When people are born, they are soft and gentle.
When they die they are stiff and callous.
When myriad things, grasses, and trees, are born, they are soft and tender.
When they die, they are withered.
So stiffness and callousness are the company of death.
Softness and Suppleness are the company of Life.
The powerful army will not win.
A stiff tree will break.
So stiffness and power stay below.
Softness and suppleness stay above.
~ Tao te Ching 道德經
Recently a friend, the talented reader and astrologer Elizabeth Rose, posted this quote in her Facebook feed. It immediately struck me as the right thing for me to see at that very moment- a rare occurrence for me on social media these days, to be frank.
I’ve been using the cold, snowy days to reflect on myself, past and present, and I had noticed that, yes, I have softened my words, my thoughts, and my participation with the world. I’m surprised I’ve managed it because, historically, looking on the bright side has not always come easily for me. In reflection, I have to consider that softening is kind of a radical act these days.
Here are some examples of how I am doing things differently: When a friend shares a “bad news” story on social media, I take a pass on reading it. I send some loving thoughts to my friend instead. I might even just text them and say hello if it’s been a while. Then, if I see something that brings me joy, I share that. Yep, I am one of those.

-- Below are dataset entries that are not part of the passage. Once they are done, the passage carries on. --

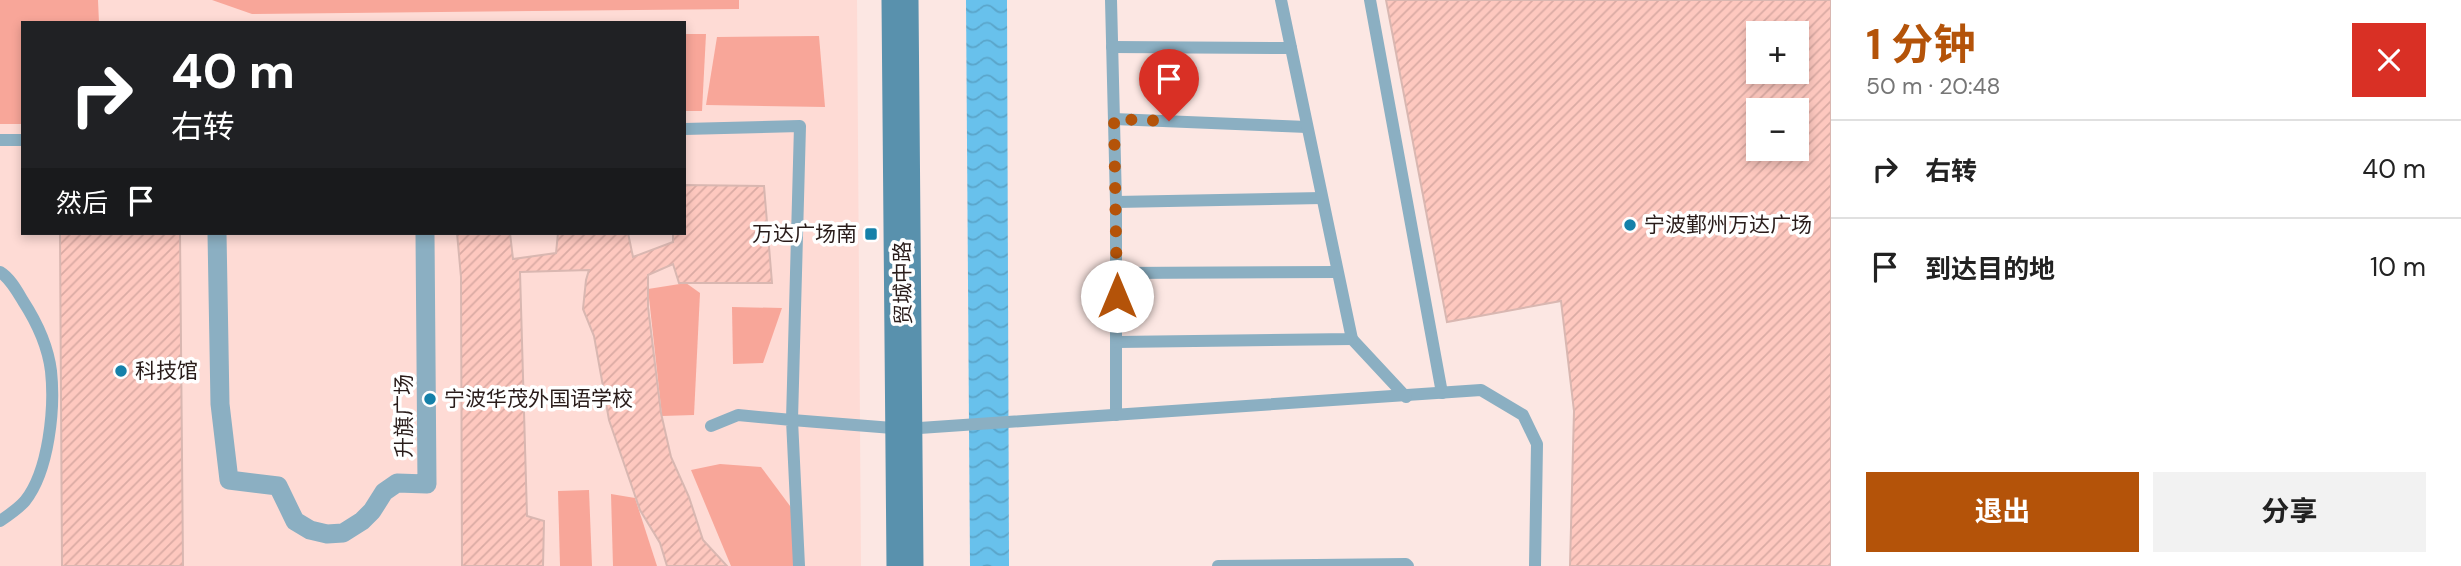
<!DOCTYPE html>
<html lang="zh">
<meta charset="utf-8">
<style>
body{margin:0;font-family:"DM Sans","Noto Sans SC",sans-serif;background:#f2f2f2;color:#222;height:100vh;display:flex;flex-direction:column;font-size:26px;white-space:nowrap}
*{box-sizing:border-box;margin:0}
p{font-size:23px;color:#767676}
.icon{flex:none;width:38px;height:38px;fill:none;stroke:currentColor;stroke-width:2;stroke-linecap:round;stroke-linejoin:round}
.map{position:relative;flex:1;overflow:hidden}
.panel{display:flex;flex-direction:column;background:#fff;width:630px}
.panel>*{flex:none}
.guide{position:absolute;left:21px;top:21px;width:665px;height:214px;border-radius:0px;box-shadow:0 4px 10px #0003;background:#202124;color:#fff;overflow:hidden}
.fabs{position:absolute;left:1746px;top:21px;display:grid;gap:14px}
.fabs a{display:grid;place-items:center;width:63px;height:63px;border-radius:0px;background:#fff;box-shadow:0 4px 10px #0003;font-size:35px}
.pin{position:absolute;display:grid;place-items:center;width:60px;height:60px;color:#fff;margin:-72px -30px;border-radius:50% 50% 50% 0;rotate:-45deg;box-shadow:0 0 7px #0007}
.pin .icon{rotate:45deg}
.me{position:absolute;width:77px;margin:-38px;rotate:0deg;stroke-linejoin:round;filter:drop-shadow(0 0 5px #0008)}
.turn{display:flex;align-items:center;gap:24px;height:147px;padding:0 35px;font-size:32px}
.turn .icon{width:91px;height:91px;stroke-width:2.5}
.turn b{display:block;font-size:49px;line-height:60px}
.then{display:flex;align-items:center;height:66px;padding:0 35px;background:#0003;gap:14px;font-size:26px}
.round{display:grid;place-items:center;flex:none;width:74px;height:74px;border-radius:0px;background:#f2f2f2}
.headline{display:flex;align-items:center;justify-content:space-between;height:119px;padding:0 35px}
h1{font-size:42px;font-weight:700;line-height:52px;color:#b45309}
.cta{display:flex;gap:14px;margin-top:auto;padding:14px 35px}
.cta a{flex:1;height:80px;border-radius:0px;background:#b45309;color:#fff;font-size:28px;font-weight:700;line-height:80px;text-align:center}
.cta a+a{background:#f2f2f2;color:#222}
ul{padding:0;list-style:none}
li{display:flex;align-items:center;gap:21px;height:98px;padding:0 35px;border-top:2px solid #e0e0e0}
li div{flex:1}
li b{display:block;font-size:26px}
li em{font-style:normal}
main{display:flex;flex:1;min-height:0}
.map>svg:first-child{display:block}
</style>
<main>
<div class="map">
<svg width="1831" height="566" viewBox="0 0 1831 566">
<defs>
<pattern id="water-waves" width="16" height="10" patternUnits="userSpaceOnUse" patternTransform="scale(1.75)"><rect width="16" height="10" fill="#68c1ec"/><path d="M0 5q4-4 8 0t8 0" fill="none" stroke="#5aa5ca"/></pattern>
<pattern id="building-hatch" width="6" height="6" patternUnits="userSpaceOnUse" patternTransform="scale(1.75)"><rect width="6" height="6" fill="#fec8bf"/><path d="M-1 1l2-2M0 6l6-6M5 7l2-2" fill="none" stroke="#daaba4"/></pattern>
</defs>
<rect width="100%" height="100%" fill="#fce7e3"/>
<!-- built -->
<path fill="#fedbd5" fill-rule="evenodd" d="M0,0H857L861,566H0ZM23,23H684V233H23Z"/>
<!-- green -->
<g fill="#f8a699">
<path d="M0,0H98L99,23H23V124H0Z"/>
<path d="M212,0H739V9L252,14Z"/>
<path d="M684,34H706L702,111H684Z"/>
<path d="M819,36L825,107L706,105L717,37Z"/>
<path d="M686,283L700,293L694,415L662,416L648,289Z"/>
<path d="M732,307L782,308L763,363L733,364Z"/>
<path d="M720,464L761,467L796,514L799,566H731L691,470Z"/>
<path d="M589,490L592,566H560L558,491Z"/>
<path d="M611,494L635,498L657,566H613Z"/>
</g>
<!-- water -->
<path fill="url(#water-waves)" d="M966,0H1007L1009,566H970Z"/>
<!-- building -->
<g fill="url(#building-hatch)" stroke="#d9b7b1" stroke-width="2" fill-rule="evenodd">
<path d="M1386,0H1831V566H1570L1574,411L1561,301L1447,322ZM1759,33H1797V72H1759ZM1759,110H1797V149H1759Z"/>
<path d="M684,185L764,186L772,283H679L673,264L648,275V307L661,413L671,457L689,497L703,540L727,566H667L660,543L640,510L609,420L594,336L583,309L586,280L589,270L520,272L527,516L544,521L543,566H462L461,277L457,233H510L513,259L556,253L558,233H628L633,257L673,242V233H684Z"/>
<path d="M60,233H180L183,566H62Z"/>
</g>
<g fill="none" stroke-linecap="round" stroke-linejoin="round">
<!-- service -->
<g stroke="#8bafc2" stroke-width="12">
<path d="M1111,0L1116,202V415"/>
<path d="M1370,0L1442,393"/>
<path d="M1112,47L1291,48"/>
<path d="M1114,119L1307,127"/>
<path d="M684,129L800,126L792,420L905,429L1481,390L1523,415L1537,444L1535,566"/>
<path d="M0,140H23"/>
<path d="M1116,202L1322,198"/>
<path d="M0,272C10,278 17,291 23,301C36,321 48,347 51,371C55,408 49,471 25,501C18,509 9,515 0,521"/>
<path d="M1117,273L1337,272"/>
<path d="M1352,339L1406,397"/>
<path d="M1117,342L1352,339L1281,0"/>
<path d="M711,426L738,415L792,420L799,566"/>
<path d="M1218,566L1406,564L1408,566"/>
</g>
<!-- pedestrian -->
<path stroke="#8bafc2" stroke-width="19" d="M217,233L220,404L229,480L278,486L295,521L310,530L327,534L343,533L362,521L372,511L384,492L397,483L427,484L425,233"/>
<!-- secondary -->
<path stroke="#5991ad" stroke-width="37" d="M900,0L905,566"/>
</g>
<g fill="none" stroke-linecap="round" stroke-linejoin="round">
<!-- route -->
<path stroke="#b45309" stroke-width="12" stroke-dasharray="0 21.6" d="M1117,296L1114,119L1169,121"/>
</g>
<!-- markers -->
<g fill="#1580a9" stroke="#fff" stroke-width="2.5">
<circle cx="1630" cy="225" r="7"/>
<rect x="864" y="227" width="14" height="14" rx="3.5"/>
<circle cx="121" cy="371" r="7"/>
<circle cx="430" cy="399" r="7"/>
</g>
<g text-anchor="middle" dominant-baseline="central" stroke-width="7" stroke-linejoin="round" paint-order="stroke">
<!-- poi labels -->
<g font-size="21" fill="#291c1a" stroke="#fff" text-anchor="start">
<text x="1644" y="225">宁波鄞州万达广场</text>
<text x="857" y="234" text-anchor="end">万达广场南</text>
<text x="135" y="371">科技馆</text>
<text x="444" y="399">宁波华茂外国语学校</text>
</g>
<!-- street labels -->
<g font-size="21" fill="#291c1a" stroke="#fff">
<text transform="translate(903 283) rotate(-91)">贸城中路</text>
<text transform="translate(404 416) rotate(-90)">升旗广场</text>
</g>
</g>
</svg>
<div class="fabs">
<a>+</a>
<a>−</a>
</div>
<div class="pin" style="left:1169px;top:121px;background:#d93025"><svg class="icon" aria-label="arrive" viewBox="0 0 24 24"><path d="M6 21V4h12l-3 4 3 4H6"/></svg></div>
<svg class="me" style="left:1117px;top:296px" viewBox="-20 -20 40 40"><circle r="19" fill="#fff"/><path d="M0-13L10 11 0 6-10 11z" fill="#b45309"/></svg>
<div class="guide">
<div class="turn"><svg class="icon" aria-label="right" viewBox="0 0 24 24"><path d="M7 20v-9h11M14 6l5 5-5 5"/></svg><div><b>40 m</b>右转</div></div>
<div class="then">然后<svg class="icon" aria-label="arrive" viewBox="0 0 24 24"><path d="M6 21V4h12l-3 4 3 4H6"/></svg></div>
</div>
</div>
<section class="panel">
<div class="headline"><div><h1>1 分钟</h1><p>50 m · 20:48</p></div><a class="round" style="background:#d93025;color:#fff"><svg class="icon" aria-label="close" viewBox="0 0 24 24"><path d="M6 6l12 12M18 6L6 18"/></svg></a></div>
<ul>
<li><svg class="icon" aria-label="right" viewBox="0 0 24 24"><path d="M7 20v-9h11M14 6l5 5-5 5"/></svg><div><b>右转</b></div><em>40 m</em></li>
<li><svg class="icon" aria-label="arrive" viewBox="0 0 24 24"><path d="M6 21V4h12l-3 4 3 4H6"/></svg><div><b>到达目的地</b></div><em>10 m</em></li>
</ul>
<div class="cta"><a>退出</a><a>分享</a></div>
</section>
</main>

When someone expresses themselves in a way that I take offense to, or am triggered by, I do a bit of self-talk and explore the other side of the coin. I might consider that the other person is hurting, doesn’t have the communication skills, or just hasn’t learned that life lesson yet, and it helps me let it go. When I catch myself thinking judgmental thoughts, I consider the fact that I might be projecting. After all, I cannot recognize what I don’t like about another person unless I have experience with it myself. I try to think about a time when I behaved that same way and think about how others might have reacted to me. Others have been pretty forgiving of me (thank you!) It’s worth considering that the action or trait isn’t bad on its own, that maybe it’s just calling out something I don’t like about myself. I try to show myself a little forgiveness, and soon it’s easy to forget my annoyance with the other person.
Here’s the theme: I think equal and opposite thoughts when I hit up against that crappy experience.That’s what keeps me softened. And I’m not talking about in the push-over sort of way. Anyone who knows me can tell you I am certainly not that! It’s more about being nimble, and unaffected when I’d prefer my energy and attention be tuned into something else. It’s the opposite of judgmental and crappy and hard. It’s about letting others be themselves while I get to keep feeling authentic and joyful and move on.
I don’t know about you, but I would like to continue feeling that all the way until I am a really old lady, as suggested by the prose above. I want to be a wild, sharp-witted old mystic one day, so I have to stay flexible! I can’t be that if I’m acting like a grumpy old poop.
This practice is also about love and kindness, for myself and toward others. It’s building awareness of the full dimensions of the situation and choosing my reaction. Also, btw, this is a process, so perfection has no place here. (I admit to failing at this on the regular.) It’s not easy, but even transforming one thought is an invitation to transform the next. Joy and goodwill attracts more of the same!